- Stored items

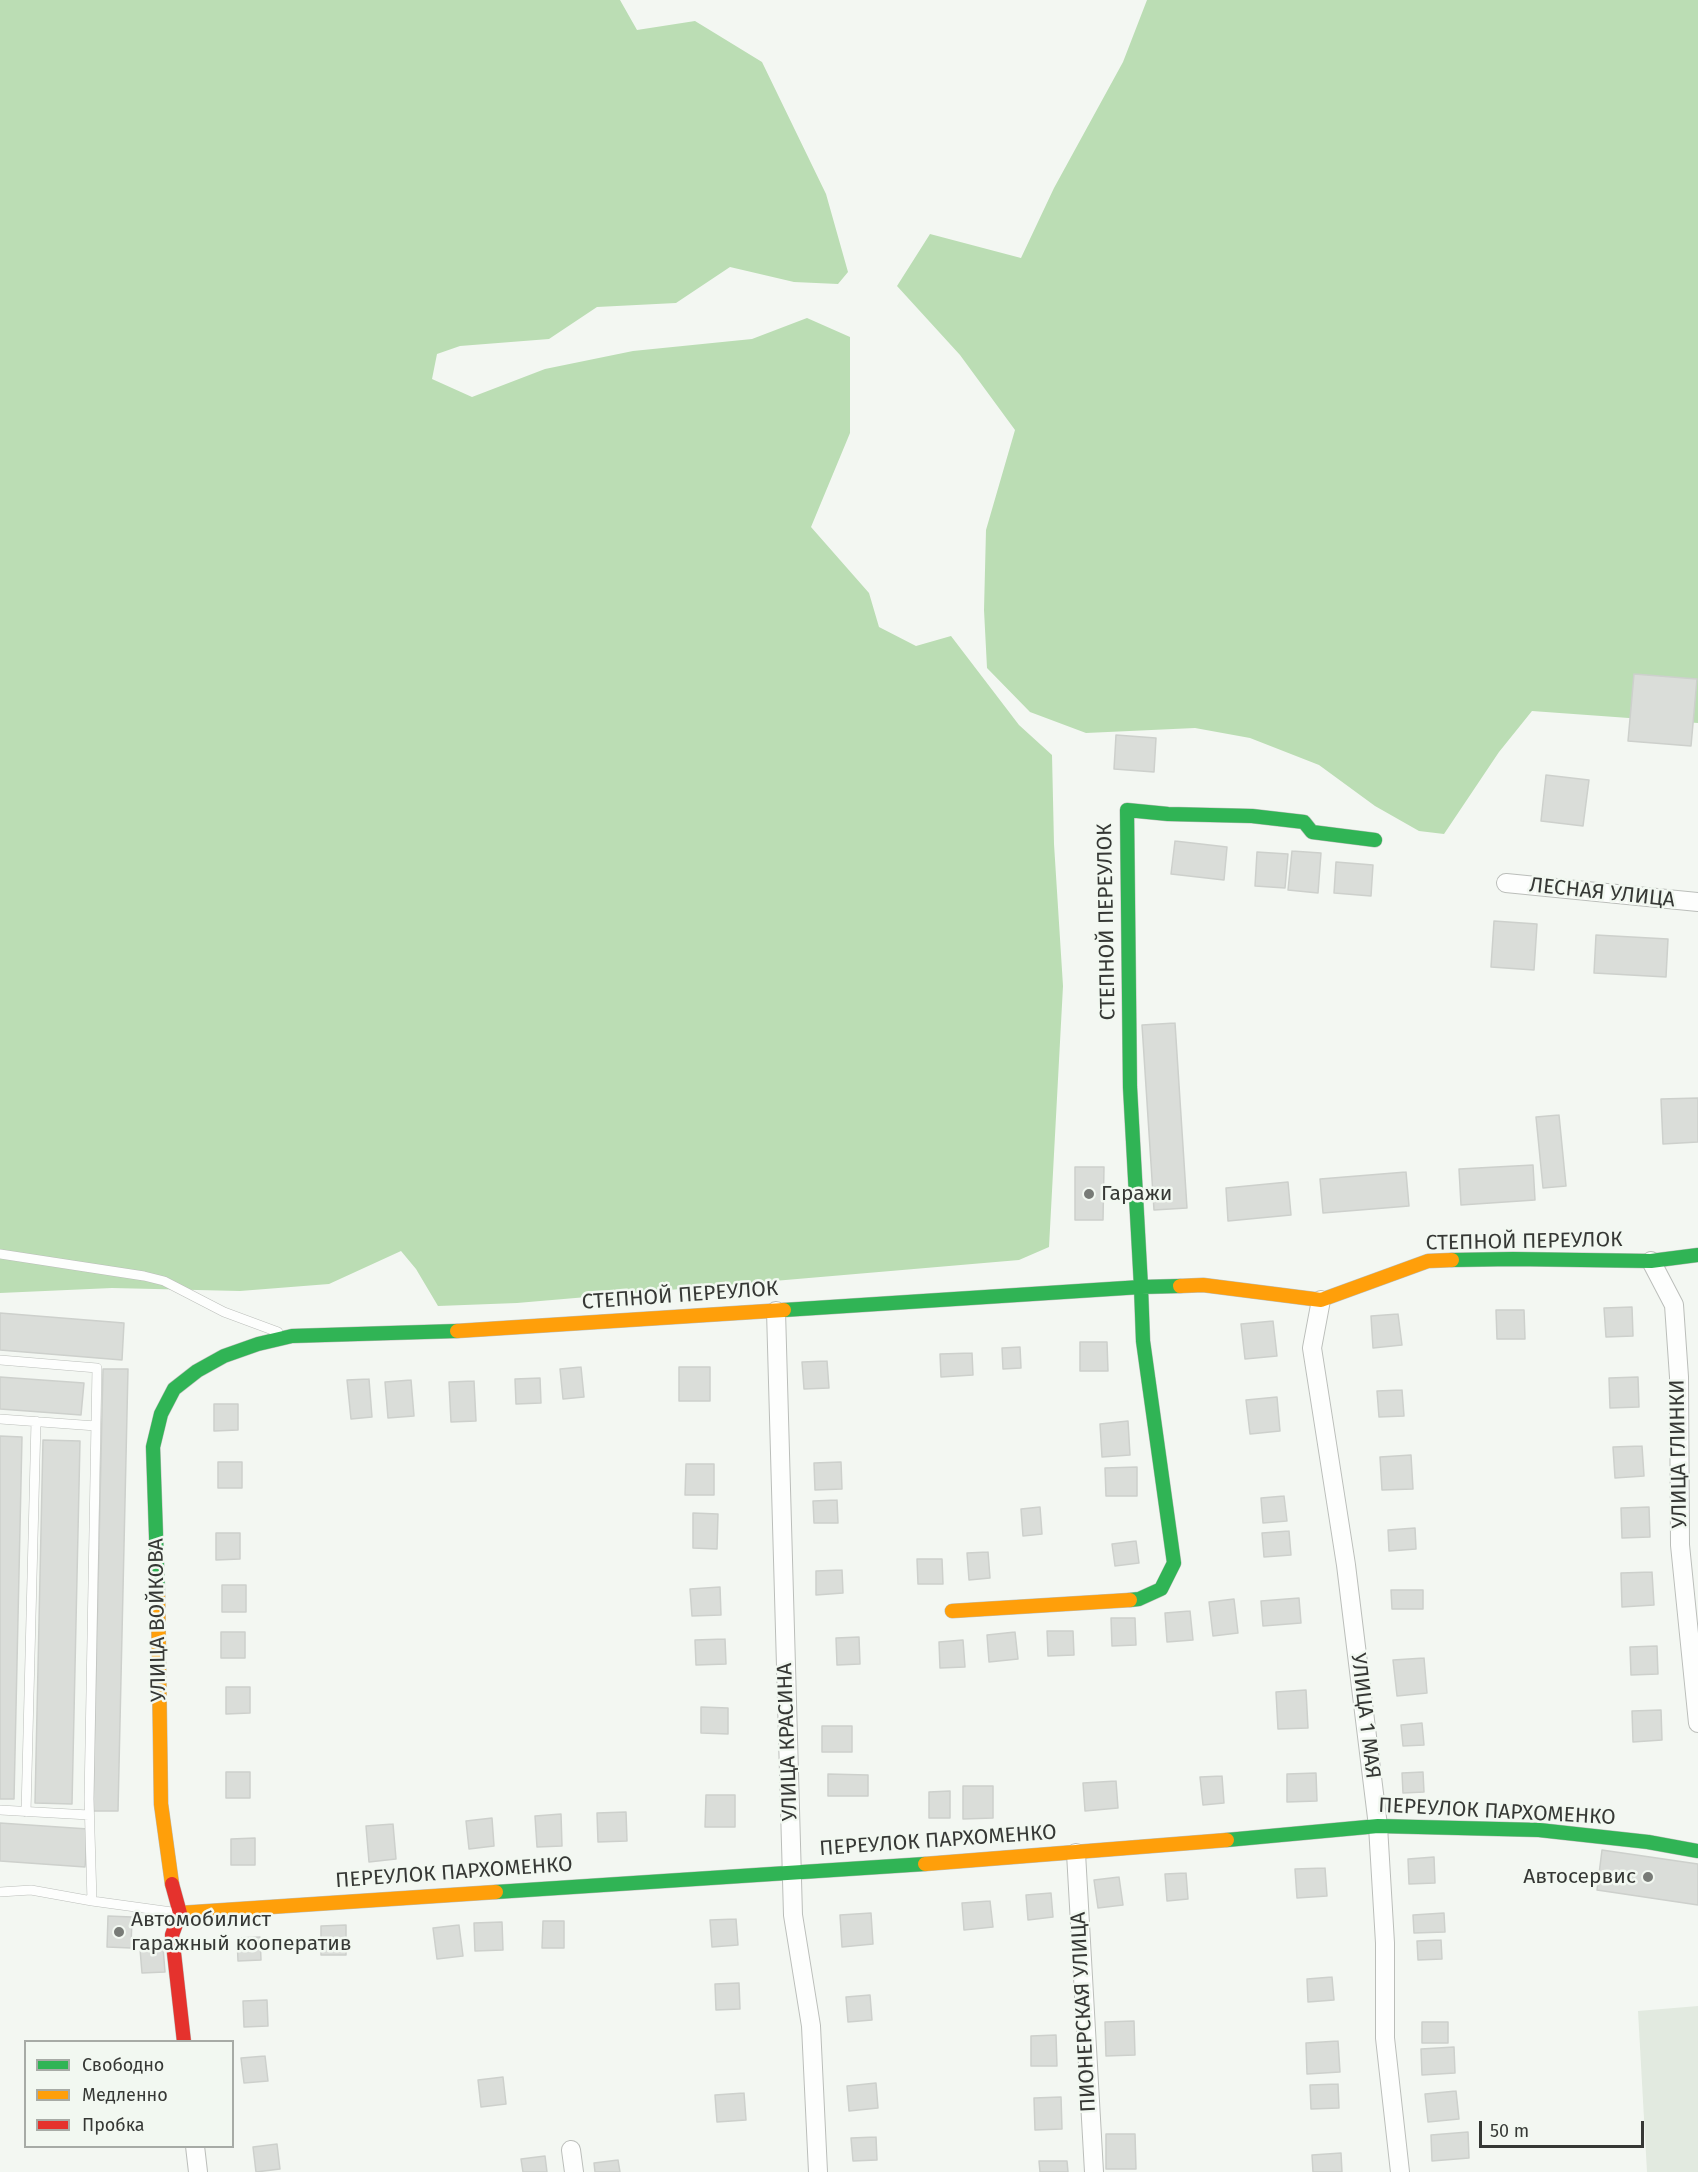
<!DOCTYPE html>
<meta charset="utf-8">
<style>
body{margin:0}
#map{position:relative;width:1698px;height:2172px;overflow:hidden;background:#f3f7f2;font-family:"Fira Sans",sans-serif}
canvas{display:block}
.legend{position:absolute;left:24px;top:2040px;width:210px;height:108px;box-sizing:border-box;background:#f2f8f1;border:2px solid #a7aba6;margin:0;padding:8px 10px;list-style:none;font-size:18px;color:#363835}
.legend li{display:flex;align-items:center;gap:12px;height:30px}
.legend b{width:30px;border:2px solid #a7aba6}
.scale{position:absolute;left:1479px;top:2121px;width:165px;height:27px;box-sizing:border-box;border:3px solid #363835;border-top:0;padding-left:8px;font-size:18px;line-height:21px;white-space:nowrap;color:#363835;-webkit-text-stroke:4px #f2f8f1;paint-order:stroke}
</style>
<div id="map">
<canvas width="1698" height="2172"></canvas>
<ul class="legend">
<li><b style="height:8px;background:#30b455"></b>Свободно</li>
<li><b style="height:8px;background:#ff9f0a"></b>Медленно</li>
<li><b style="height:8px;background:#e5322d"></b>Пробка</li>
</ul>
<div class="scale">50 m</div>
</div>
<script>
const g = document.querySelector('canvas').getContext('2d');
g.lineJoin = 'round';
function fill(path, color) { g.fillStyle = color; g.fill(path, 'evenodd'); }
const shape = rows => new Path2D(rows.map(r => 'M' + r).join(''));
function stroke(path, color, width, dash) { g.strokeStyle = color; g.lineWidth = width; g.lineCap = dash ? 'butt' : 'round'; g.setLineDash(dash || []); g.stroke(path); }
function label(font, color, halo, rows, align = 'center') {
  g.font = font + ' "Fira Sans",sans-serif'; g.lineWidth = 5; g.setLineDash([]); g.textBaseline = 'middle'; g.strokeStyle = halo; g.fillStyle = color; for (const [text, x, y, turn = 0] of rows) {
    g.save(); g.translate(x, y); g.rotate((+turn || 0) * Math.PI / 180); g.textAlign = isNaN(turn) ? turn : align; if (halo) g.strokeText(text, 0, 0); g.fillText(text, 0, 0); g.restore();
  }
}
const built = shape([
 [1698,2006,1698,2172,1647,2172,1638,2011]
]);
const forest = shape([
 [0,0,620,0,637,30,695,21,762,62,826,194,848,272,838,284,794,282,730,267,676,303,597,307,549,339,460,346,437,354,432,379,472,397,545,369,633,351,752,339,807,318,850,337,850,433,811,527,869,593,879,627,916,646,951,636,1019,725,1052,755,1054,844,1063,986,1049,1247,1019,1260,517,1303,438,1306,416,1269,401,1251,329,1284,240,1291,112,1288,0,1293],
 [1147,0,1698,0,1698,723,1532,711,1499,752,1444,834,1419,831,1375,806,1319,765,1250,738,1195,728,1086,733,1030,712,987,668,984,610,986,530,1015,430,960,355,897,286,930,234,1021,258,1054,188,1123,62]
]);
const building = shape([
 [1634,674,1697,679,1691,746,1628,741,1634,674],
 [1116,735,1156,738,1154,772,1114,769,1116,735],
 [1546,775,1589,780,1583,826,1541,821,1546,775],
 [1175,841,1227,847,1224,880,1171,874,1175,841],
 [1292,851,1321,853,1318,893,1288,890,1292,851],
 [1257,852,1288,854,1285,888,1255,886,1257,852],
 [1336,862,1373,865,1371,896,1334,893,1336,862],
 [1494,921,1537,924,1534,970,1491,967,1494,921],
 [1596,935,1668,939,1666,977,1594,973,1596,935],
 [1175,1023,1187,1208,1154,1210,1142,1025,1175,1023],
 [1698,1098,1698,1142,1663,1144,1661,1099,1698,1098],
 [1559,1115,1566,1186,1543,1188,1536,1117,1559,1115],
 [1533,1165,1535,1200,1461,1205,1459,1169,1533,1165],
 [1075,1167,1104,1167,1103,1220,1075,1220,1075,1167],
 [1406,1172,1409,1206,1323,1213,1320,1179,1406,1172],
 [1288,1182,1291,1215,1228,1221,1226,1188,1288,1182],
 [1632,1307,1633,1336,1606,1337,1604,1308,1632,1307],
 [1496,1310,1524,1310,1525,1339,1497,1339,1496,1310],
 [0,1313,124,1323,122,1360,0,1350,0,1313],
 [1398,1314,1402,1345,1373,1348,1371,1316,1398,1314],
 [1273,1321,1277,1356,1245,1359,1241,1324,1273,1321],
 [1080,1342,1107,1342,1108,1371,1080,1371,1080,1342],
 [1020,1347,1021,1368,1003,1369,1002,1348,1020,1347],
 [972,1353,973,1375,941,1377,940,1354,972,1353],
 [827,1361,829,1388,804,1389,802,1362,827,1361],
 [581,1367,584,1397,563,1399,560,1369,581,1367],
 [679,1367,710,1367,710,1401,679,1401,679,1367],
 [103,1369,128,1369,118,1811,93,1811,103,1369],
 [0,1377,84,1383,81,1415,0,1409,0,1377],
 [1638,1377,1639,1407,1610,1408,1609,1378,1638,1377],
 [540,1378,541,1403,516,1404,515,1379,540,1378],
 [369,1379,372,1417,351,1419,347,1380,369,1379],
 [411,1380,414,1416,388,1418,385,1382,411,1380],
 [474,1381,476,1421,451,1422,449,1382,474,1381],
 [1402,1390,1404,1416,1379,1417,1377,1391,1402,1390],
 [1277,1397,1280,1431,1250,1434,1246,1400,1277,1397],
 [214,1404,238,1404,238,1430,214,1431,214,1404],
 [1128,1421,1130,1455,1102,1457,1100,1424,1128,1421],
 [0,1436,22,1437,14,1799,0,1799,0,1436],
 [43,1440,80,1441,72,1804,35,1803,43,1440],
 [1642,1446,1644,1476,1615,1478,1613,1447,1642,1446],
 [1411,1455,1413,1489,1382,1490,1380,1457,1411,1455],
 [218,1462,242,1462,242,1488,218,1488,218,1462],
 [841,1462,842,1489,815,1490,814,1463,841,1462],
 [686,1464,714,1464,714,1495,685,1495,686,1464],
 [1137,1467,1137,1496,1106,1496,1105,1468,1137,1467],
 [1284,1496,1287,1521,1263,1523,1261,1498,1284,1496],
 [837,1500,838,1523,814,1523,813,1501,837,1500],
 [1040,1507,1042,1534,1023,1536,1021,1509,1040,1507],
 [1649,1507,1650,1537,1622,1538,1621,1508,1649,1507],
 [693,1513,718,1514,717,1549,693,1548,693,1513],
 [1415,1528,1416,1549,1389,1551,1388,1530,1415,1528],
 [1289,1531,1291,1555,1264,1557,1262,1533,1289,1531],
 [216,1533,240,1533,240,1559,216,1560,216,1533],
 [1136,1541,1139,1563,1115,1566,1112,1544,1136,1541],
 [988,1552,990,1578,969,1580,967,1553,988,1552],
 [917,1559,942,1559,943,1584,918,1584,917,1559],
 [842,1570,843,1593,816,1595,816,1571,842,1570],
 [1652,1572,1654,1605,1622,1607,1621,1573,1652,1572],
 [222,1585,246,1585,246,1612,222,1612,222,1585],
 [720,1587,721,1615,692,1616,690,1589,720,1587],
 [1391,1590,1423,1590,1423,1609,1392,1609,1391,1590],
 [1299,1598,1301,1623,1263,1626,1261,1601,1299,1598],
 [1234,1599,1238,1633,1213,1636,1209,1602,1234,1599],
 [1190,1611,1193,1640,1167,1642,1165,1613,1190,1611],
 [1111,1618,1135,1618,1136,1645,1112,1646,1111,1618],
 [1047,1631,1073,1631,1074,1655,1048,1656,1047,1631],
 [221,1632,245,1632,245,1658,221,1658,221,1632],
 [1015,1632,1018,1659,989,1662,987,1635,1015,1632],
 [859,1637,860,1664,837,1665,836,1638,859,1637],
 [725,1639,726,1664,696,1665,695,1640,725,1639],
 [963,1640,965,1667,940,1668,939,1642,963,1640],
 [1657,1646,1658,1674,1631,1675,1630,1647,1657,1646],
 [1424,1658,1427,1693,1397,1696,1393,1660,1424,1658],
 [226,1687,250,1687,250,1713,226,1714,226,1687],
 [1306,1690,1308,1728,1278,1729,1276,1692,1306,1690],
 [701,1707,728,1708,728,1734,701,1733,701,1707],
 [1661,1710,1662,1740,1633,1742,1632,1711,1661,1710],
 [1422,1723,1424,1745,1403,1746,1401,1725,1422,1723],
 [822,1726,852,1726,852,1752,822,1752,822,1726],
 [226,1772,250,1772,250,1798,226,1798,226,1772],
 [1423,1772,1424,1792,1403,1793,1402,1773,1423,1772],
 [1316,1773,1317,1801,1287,1802,1287,1774,1316,1773],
 [828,1774,868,1775,868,1796,828,1796,828,1774],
 [1222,1776,1224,1803,1203,1805,1200,1777,1222,1776],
 [1116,1781,1118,1808,1085,1811,1083,1783,1116,1781],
 [963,1786,993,1786,993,1818,963,1819,963,1786],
 [950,1791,950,1818,929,1818,929,1792,950,1791],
 [706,1795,735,1795,735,1827,705,1827,706,1795],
 [626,1812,627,1841,598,1842,597,1813,626,1812],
 [561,1814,562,1846,537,1847,535,1816,561,1814],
 [492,1818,494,1846,469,1849,466,1821,492,1818],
 [0,1823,88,1829,85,1867,0,1861,0,1823],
 [393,1824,396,1859,369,1862,366,1826,393,1824],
 [255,1838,255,1865,231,1865,231,1839,255,1838],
 [1602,1850,1698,1864,1698,1905,1597,1890,1602,1850],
 [1434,1857,1435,1883,1409,1884,1408,1859,1434,1857],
 [1325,1868,1327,1896,1297,1898,1295,1869,1325,1868],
 [1186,1873,1188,1899,1167,1901,1165,1874,1186,1873],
 [1119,1877,1123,1905,1098,1908,1094,1880,1119,1877],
 [1051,1893,1053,1917,1028,1920,1026,1895,1051,1893],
 [990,1901,993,1927,964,1930,962,1903,990,1901],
 [871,1913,873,1944,842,1947,840,1915,871,1913],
 [1444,1913,1445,1932,1414,1933,1413,1915,1444,1913],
 [108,1916,132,1917,131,1948,107,1947,108,1916],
 [736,1919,738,1945,712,1947,710,1920,736,1919],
 [543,1921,564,1921,564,1948,542,1948,543,1921],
 [502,1922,503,1950,475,1951,474,1923,502,1922],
 [346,1925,346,1955,321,1955,321,1926,346,1925],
 [459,1925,463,1956,437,1959,433,1928,459,1925],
 [260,1937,261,1960,238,1961,237,1938,260,1937],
 [1441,1940,1442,1959,1418,1960,1417,1941,1441,1940],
 [163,1947,165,1972,142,1973,140,1949,163,1947],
 [1332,1977,1334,2000,1308,2002,1307,1979,1332,1977],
 [739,1983,740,2009,716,2010,715,1984,739,1983],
 [870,1995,872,2020,848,2022,846,1997,870,1995],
 [267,2000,268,2026,244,2027,243,2001,267,2000],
 [1134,2021,1135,2055,1106,2056,1105,2022,1134,2021],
 [1422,2022,1448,2022,1448,2043,1422,2043,1422,2022],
 [1056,2035,1057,2066,1031,2066,1031,2036,1056,2035],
 [1338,2041,1340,2072,1307,2074,1306,2043,1338,2041],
 [1454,2047,1455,2073,1422,2075,1421,2049,1454,2047],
 [265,2056,268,2081,244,2083,241,2058,265,2056],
 [503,2077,506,2104,481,2107,478,2080,503,2077],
 [876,2083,878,2108,849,2111,847,2086,876,2083],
 [1338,2084,1339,2108,1311,2109,1310,2085,1338,2084],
 [1456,2091,1459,2119,1428,2122,1425,2094,1456,2091],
 [744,2093,746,2120,717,2122,715,2095,744,2093],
 [1061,2097,1062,2129,1035,2130,1034,2098,1061,2097],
 [1468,2132,1469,2158,1432,2161,1431,2135,1468,2132],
 [1106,2134,1135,2134,1136,2169,1106,2169,1106,2134],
 [876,2137,877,2160,853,2161,851,2138,876,2137],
 [277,2144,280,2169,256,2172,253,2147,277,2144],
 [1341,2153,1342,2172,1313,2172,1312,2155,1341,2153],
 [545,2156,547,2172,523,2172,521,2159,545,2156],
 [618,2160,620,2172,595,2172,594,2163,618,2160],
 [1039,2161,1067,2161,1068,2172,1040,2172,1039,2161]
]);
const lane = shape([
 [0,1254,144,1276,164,1281,224,1312,278,1332],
 [0,1360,97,1368,89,1799,92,1901],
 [0,1419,96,1426],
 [0,1810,89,1815],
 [26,1812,36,1421],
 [0,1892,31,1890,92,1901,179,1913]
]);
const street = shape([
 [1506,883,1698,902],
 [1651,1261,1674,1305,1679,1377,1680,1545,1698,1723],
 [1321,1300,1312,1348,1346,1565,1378,1826,1385,1943,1385,2038,1400,2172],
 [776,1311,793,1915,811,2026,818,2172],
 [1076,1853,1094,2172],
 [195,2146,198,2172],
 [571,2150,574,2172]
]);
const fast = shape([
 [1452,1260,1513,1259,1651,1261,1698,1255],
 [1180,1286,1141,1287,1130,1087,1127,810,1168,814,1252,816,1304,822,1312,832,1375,840],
 [784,1310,1141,1287,1143,1341,1174,1563,1161,1589,1139,1599,1130,1600],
 [158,1594,153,1447,161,1414,174,1389,197,1371,224,1356,258,1344,292,1336,457,1331],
 [1227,1840,1378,1826,1539,1830,1648,1842,1698,1851],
 [496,1892,925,1864]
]);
const slow = shape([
 [1180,1286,1203,1285,1321,1300,1428,1261,1452,1260],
 [457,1331,784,1310],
 [158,1594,161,1804,172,1884],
 [952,1611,1130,1600],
 [925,1864,1227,1840],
 [180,1913,496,1892]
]);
const jam = shape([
 [172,1884,180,1913,172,1935,184,2042]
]);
const markers = [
 [1089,1194,6,"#787b77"],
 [1648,1877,6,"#787b77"],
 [119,1932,6,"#787b77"]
];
const streetNames = [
 ["ЛЕСНАЯ УЛИЦА",1602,893,6],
 ["СТЕПНОЙ ПЕРЕУЛОК",1107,922,-91],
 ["СТЕПНОЙ ПЕРЕУЛОК",1524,1242,-1],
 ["СТЕПНОЙ ПЕРЕУЛОК",680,1296,-4],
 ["УЛИЦА ГЛИНКИ",1679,1454,-91],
 ["УЛИЦА ВОЙКОВА",158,1620,-91],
 ["УЛИЦА 1 МАЯ",1365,1716,83],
 ["УЛИЦА КРАСИНА",788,1742,-92],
 ["ПЕРЕУЛОК ПАРХОМЕНКО",1497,1812,3],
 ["ПЕРЕУЛОК ПАРХОМЕНКО",938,1841,-4],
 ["ПЕРЕУЛОК ПАРХОМЕНКО",454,1873,-4],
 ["ПИОНЕРСКАЯ УЛИЦА",1084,2012,-93]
];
const poiNames = [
 ["Гаражи",1101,1194],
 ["Автосервис",1636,1877,"right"],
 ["Автомобилист",131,1920],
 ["гаражный кооператив",131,1944]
];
fill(built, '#e2eae0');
fill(forest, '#bbddb4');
fill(building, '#daddd9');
stroke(building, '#cdd0cc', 1.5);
stroke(lane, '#bbbeba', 10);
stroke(street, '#bbbeba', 20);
stroke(fast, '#bbbeba', 15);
stroke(slow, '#bbbeba', 15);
stroke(jam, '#bbbeba', 15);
stroke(lane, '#fdfefd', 9);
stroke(street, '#fdfefd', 18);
stroke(fast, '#30b455', 14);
stroke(slow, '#ff9f0a', 14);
stroke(jam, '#e5322d', 14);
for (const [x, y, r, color] of markers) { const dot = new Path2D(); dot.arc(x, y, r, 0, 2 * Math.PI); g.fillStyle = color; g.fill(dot); stroke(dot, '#f2f8f1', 2); }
label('21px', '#363835', '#f2f8f1', streetNames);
label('21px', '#363835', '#f2f8f1', poiNames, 'left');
</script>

- PROBLEM TO WORK ON
Copy all lines above containing the string "halo".

- SOLUTION TO THIS EXERCISE
function label(font, color, halo, rows, align = 'center') {
  g.font = font + ' "Fira Sans",sans-serif'; g.lineWidth = 5; g.setLineDash([]); g.textBaseline = 'middle'; g.strokeStyle = halo; g.fillStyle = color; for (const [text, x, y, turn = 0] of rows) {
    g.save(); g.translate(x, y); g.rotate((+turn || 0) * Math.PI / 180); g.textAlign = isNaN(turn) ? turn : align; if (halo) g.strokeText(text, 0, 0); g.fillText(text, 0, 0); g.restore();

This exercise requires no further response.